As he says his work with bosses became more 'tense,' fired Guardian cartoonist Steve Bell refuses to apologize for a 'anti-Semitic' Netanyahu sketch, he says he'thinks it's works.'

www.dailymail.co.uk, October 16, 2023
The cartoonist, who has worked with the Left-wing newspaper for more than 40 years, has been told that after submitting a drawing of the Israeli leader with a scalpel over his exposed belly, he would no longer be allowed to publish his work. Gaza is the political cartoonist. Critics have interpreted this to be a nod to Shylock, Shakespeare's Jewish moneylender, who has yearned a 'pound of flesh' from someone who is unable to pay him back. Mr Bell has declined to apologize, telling Press Gazette that the cartoon has nothing to do with Venetian merchants, and he would not dream' of propagating anti-Jewish stereotypes.

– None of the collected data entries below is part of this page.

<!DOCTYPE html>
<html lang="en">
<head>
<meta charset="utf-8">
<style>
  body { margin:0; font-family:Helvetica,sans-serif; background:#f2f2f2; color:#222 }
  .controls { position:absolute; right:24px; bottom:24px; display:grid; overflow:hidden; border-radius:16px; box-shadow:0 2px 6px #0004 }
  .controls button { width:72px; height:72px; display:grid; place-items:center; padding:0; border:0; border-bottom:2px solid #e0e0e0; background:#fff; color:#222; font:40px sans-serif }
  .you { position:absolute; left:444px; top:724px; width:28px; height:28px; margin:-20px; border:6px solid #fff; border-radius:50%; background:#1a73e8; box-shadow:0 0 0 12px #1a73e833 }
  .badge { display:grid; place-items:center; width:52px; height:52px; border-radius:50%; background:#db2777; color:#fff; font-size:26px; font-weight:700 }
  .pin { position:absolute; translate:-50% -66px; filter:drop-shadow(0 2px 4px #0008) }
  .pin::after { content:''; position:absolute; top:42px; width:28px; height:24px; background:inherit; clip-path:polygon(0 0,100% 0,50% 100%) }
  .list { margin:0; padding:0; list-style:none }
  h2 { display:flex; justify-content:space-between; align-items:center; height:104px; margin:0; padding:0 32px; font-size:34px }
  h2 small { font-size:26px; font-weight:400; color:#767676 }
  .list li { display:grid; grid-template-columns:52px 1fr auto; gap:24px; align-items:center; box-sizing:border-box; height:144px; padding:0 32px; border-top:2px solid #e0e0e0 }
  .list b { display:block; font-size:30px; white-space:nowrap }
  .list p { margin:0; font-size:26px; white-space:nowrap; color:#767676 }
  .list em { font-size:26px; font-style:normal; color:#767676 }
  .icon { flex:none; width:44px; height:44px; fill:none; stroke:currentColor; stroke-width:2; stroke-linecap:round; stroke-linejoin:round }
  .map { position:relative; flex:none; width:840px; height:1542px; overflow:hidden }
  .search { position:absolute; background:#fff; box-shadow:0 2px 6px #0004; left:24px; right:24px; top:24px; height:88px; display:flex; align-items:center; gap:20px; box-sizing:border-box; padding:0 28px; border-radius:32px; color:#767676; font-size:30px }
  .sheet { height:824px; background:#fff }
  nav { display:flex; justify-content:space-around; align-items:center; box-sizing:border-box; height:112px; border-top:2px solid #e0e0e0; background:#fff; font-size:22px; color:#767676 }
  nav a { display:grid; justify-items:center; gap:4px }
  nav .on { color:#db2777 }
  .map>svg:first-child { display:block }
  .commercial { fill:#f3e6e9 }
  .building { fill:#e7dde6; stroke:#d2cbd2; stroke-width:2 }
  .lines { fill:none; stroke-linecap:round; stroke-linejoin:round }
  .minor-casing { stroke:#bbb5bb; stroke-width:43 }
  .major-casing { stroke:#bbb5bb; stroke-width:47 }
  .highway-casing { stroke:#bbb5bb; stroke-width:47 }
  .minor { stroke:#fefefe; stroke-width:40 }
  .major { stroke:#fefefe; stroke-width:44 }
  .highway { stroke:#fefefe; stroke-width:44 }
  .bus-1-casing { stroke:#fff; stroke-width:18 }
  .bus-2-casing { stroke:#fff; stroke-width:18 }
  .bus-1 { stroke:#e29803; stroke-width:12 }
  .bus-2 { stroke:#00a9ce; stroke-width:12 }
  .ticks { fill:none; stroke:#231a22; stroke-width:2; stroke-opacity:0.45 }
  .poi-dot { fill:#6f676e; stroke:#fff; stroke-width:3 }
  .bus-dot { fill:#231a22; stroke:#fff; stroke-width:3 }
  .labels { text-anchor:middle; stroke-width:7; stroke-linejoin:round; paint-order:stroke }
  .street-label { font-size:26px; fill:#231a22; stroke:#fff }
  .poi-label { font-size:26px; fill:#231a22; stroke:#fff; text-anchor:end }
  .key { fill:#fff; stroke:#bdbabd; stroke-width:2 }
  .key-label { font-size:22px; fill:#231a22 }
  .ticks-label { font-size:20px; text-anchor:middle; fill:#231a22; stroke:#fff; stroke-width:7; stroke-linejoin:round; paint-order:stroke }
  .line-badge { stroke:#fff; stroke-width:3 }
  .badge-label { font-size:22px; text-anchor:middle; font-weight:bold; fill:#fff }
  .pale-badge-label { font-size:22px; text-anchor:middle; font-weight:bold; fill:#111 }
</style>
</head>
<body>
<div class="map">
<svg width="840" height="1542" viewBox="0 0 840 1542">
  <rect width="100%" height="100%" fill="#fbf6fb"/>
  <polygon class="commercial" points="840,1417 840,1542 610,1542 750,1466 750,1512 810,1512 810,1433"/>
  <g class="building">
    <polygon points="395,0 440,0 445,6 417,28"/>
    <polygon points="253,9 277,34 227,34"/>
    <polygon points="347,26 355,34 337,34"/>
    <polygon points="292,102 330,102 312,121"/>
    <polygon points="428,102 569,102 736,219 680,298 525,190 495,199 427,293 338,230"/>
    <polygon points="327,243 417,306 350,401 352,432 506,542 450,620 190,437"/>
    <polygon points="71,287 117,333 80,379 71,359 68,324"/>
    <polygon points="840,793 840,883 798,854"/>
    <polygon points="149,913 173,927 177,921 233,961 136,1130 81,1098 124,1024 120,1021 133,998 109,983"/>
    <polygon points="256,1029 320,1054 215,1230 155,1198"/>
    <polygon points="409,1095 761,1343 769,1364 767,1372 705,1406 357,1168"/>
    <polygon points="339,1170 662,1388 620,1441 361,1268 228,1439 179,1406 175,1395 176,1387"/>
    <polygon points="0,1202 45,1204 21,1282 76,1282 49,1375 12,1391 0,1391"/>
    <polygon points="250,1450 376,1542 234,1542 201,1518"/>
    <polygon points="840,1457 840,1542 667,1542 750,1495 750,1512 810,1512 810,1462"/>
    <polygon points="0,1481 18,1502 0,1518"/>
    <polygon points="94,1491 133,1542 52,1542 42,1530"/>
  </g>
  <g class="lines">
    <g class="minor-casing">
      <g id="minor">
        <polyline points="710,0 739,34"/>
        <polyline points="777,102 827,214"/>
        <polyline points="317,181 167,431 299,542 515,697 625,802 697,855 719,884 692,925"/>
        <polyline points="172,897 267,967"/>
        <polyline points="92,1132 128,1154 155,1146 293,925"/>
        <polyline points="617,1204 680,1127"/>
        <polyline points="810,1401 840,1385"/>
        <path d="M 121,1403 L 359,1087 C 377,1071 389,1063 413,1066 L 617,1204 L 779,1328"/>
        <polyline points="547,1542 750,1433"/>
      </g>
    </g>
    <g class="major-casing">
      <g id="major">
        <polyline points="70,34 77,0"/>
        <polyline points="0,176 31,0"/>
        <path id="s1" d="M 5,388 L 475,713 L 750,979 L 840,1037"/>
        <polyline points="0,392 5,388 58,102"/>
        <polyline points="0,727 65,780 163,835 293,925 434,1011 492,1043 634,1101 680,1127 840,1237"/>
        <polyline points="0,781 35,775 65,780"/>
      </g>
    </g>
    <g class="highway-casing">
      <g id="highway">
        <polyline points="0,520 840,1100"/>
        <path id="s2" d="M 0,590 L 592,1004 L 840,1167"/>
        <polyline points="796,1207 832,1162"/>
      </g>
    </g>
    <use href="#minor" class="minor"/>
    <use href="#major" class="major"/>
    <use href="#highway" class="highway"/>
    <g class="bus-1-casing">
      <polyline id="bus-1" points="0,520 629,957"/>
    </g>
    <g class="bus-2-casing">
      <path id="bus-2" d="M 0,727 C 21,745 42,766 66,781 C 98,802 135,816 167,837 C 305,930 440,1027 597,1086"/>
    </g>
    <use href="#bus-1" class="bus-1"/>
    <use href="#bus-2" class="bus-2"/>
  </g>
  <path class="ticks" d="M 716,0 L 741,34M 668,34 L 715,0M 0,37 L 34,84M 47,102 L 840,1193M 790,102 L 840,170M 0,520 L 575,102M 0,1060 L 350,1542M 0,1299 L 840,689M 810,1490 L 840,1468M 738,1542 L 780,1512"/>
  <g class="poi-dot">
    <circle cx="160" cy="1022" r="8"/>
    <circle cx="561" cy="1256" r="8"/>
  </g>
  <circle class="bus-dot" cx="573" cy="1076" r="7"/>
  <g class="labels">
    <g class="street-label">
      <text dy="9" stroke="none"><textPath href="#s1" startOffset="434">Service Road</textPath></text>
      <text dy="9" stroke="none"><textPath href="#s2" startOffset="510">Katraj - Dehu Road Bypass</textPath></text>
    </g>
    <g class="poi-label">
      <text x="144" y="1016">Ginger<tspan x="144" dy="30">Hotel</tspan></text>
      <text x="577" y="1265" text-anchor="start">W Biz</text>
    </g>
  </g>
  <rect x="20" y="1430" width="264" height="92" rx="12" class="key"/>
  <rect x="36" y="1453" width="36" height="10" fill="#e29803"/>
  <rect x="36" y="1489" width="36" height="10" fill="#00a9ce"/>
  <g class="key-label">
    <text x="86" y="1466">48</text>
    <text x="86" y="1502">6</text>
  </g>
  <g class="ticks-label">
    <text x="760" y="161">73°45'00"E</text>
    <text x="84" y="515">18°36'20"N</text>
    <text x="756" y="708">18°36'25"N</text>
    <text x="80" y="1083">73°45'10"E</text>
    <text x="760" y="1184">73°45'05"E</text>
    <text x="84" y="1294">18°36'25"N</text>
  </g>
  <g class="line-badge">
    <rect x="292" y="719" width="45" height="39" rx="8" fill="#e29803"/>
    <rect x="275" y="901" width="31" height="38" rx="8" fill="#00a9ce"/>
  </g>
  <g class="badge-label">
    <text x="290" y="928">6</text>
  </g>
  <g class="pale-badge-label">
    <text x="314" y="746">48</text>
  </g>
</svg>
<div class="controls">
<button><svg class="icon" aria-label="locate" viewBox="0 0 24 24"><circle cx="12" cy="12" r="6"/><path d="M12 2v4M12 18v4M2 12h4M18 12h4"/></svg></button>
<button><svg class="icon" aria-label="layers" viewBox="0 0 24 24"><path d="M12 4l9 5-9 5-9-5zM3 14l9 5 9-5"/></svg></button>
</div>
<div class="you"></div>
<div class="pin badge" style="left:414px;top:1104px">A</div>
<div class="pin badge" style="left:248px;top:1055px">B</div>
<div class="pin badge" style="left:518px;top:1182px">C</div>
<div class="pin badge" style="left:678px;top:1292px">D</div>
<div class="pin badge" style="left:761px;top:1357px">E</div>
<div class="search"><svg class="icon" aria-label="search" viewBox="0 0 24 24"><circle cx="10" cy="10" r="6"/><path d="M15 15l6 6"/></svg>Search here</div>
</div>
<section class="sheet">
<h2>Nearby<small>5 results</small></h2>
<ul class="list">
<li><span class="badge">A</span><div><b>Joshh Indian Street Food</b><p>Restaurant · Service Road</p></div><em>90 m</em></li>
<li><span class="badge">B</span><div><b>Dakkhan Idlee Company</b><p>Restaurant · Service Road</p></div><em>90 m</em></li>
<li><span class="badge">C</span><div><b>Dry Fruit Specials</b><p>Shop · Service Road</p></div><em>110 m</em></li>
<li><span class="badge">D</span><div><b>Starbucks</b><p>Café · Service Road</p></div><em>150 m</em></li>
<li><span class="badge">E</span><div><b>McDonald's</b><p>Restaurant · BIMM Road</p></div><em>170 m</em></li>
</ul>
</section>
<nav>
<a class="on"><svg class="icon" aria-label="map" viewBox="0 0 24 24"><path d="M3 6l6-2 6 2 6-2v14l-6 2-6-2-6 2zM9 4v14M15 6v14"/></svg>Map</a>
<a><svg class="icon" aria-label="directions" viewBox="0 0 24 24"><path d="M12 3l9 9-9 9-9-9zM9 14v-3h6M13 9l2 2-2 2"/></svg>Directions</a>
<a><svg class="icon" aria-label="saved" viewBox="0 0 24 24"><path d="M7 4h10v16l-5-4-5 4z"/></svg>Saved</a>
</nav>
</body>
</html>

In a series of tweets after being fired for a simple Netanyahu sketch, Guardian cartoonist Steve Bell takes aim at editors, claiming it was "nigh on impossible to write this issue without references to anti-Semitism" - and claims that bosses wanted to 'havet jokes by 10.30 a.m

www.dailymail.co.uk, October 16, 2023
Since submitting a controversial portrait of Benjamin Netanyahu, the cartoonist, who has worked with the Left-wing newspaper for more than 40 years, says he has been told that no one is now willing to publish his work. He took to Twitter to defend himself against anti-Semitism allegations and chastised The Guardian for dismissing him. He posted the picture: 'Spiked once more.' "It's getting really difficult to publish this article in the Guardian now without being accused of using "antisemitic tropes." But Jimmy Wales, who co-founded Wikipedia, replied, 'You may want to avoid drawing antisemitic tropes.' One Jewish user said: 'Well just stop doing it over and over again Steve?' 'You drew it Steve,' Bell said, retorting Bell's defense.